• **EXERCISE DATA**
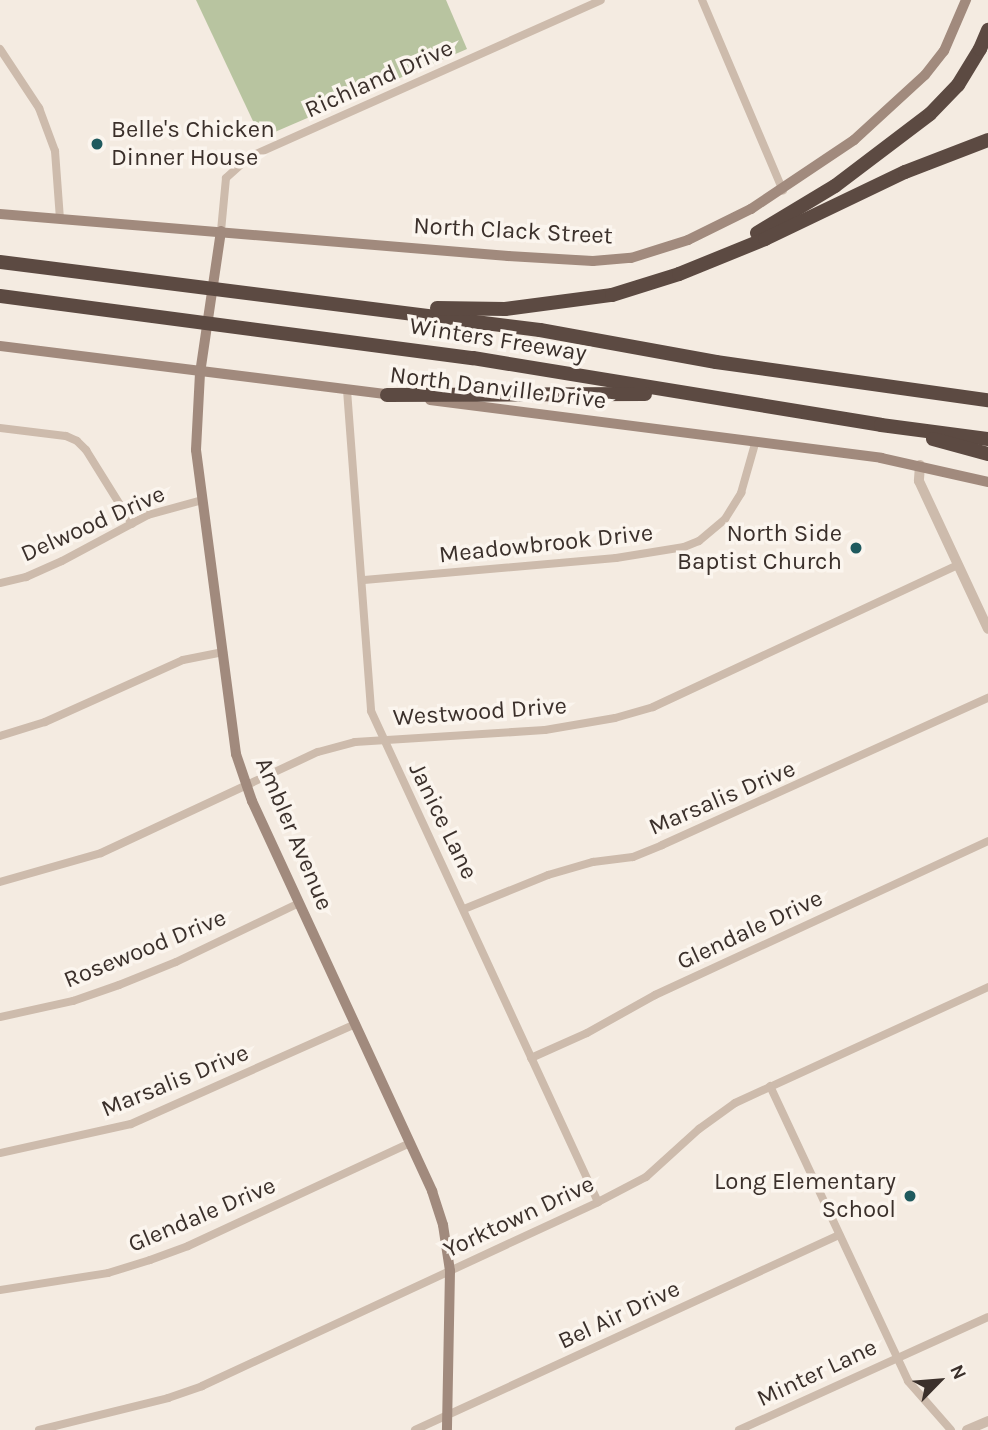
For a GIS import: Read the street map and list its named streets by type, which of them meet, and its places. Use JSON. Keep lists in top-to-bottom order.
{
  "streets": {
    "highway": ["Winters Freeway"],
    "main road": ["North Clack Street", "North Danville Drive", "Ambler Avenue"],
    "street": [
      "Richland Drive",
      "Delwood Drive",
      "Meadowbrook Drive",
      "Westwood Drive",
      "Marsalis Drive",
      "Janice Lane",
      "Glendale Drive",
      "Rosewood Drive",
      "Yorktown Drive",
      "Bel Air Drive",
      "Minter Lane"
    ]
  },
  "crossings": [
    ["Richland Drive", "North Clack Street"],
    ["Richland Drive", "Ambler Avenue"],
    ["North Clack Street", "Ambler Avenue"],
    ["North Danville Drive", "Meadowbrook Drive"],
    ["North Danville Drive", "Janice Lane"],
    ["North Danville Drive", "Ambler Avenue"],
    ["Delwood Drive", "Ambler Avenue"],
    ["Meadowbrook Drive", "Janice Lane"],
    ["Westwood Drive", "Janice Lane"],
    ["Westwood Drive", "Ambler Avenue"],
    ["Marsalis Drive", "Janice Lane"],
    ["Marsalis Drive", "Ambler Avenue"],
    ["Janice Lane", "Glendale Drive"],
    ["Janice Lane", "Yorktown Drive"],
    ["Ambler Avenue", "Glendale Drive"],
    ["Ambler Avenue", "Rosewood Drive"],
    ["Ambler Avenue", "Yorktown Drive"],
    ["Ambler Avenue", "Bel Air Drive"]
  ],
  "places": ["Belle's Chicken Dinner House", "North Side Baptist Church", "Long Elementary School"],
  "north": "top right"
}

• **WHAT YOU ARE ASKED TO DO**
Write the lines above out again exactly, without any of their pictures.

• **SOLUTION**
For a GIS import: Read the street map and list its named streets by type, which of them meet, and its places. Use JSON. Keep lists in top-to-bottom order.
{
  "streets": {
    "highway": ["Winters Freeway"],
    "main road": ["North Clack Street", "North Danville Drive", "Ambler Avenue"],
    "street": [
      "Richland Drive",
      "Delwood Drive",
      "Meadowbrook Drive",
      "Westwood Drive",
      "Marsalis Drive",
      "Janice Lane",
      "Glendale Drive",
      "Rosewood Drive",
      "Yorktown Drive",
      "Bel Air Drive",
      "Minter Lane"
    ]
  },
  "crossings": [
    ["Richland Drive", "North Clack Street"],
    ["Richland Drive", "Ambler Avenue"],
    ["North Clack Street", "Ambler Avenue"],
    ["North Danville Drive", "Meadowbrook Drive"],
    ["North Danville Drive", "Janice Lane"],
    ["North Danville Drive", "Ambler Avenue"],
    ["Delwood Drive", "Ambler Avenue"],
    ["Meadowbrook Drive", "Janice Lane"],
    ["Westwood Drive", "Janice Lane"],
    ["Westwood Drive", "Ambler Avenue"],
    ["Marsalis Drive", "Janice Lane"],
    ["Marsalis Drive", "Ambler Avenue"],
    ["Janice Lane", "Glendale Drive"],
    ["Janice Lane", "Yorktown Drive"],
    ["Ambler Avenue", "Glendale Drive"],
    ["Ambler Avenue", "Rosewood Drive"],
    ["Ambler Avenue", "Yorktown Drive"],
    ["Ambler Avenue", "Bel Air Drive"]
  ],
  "places": ["Belle's Chicken Dinner House", "North Side Baptist Church", "Long Elementary School"],
  "north": "top right"
}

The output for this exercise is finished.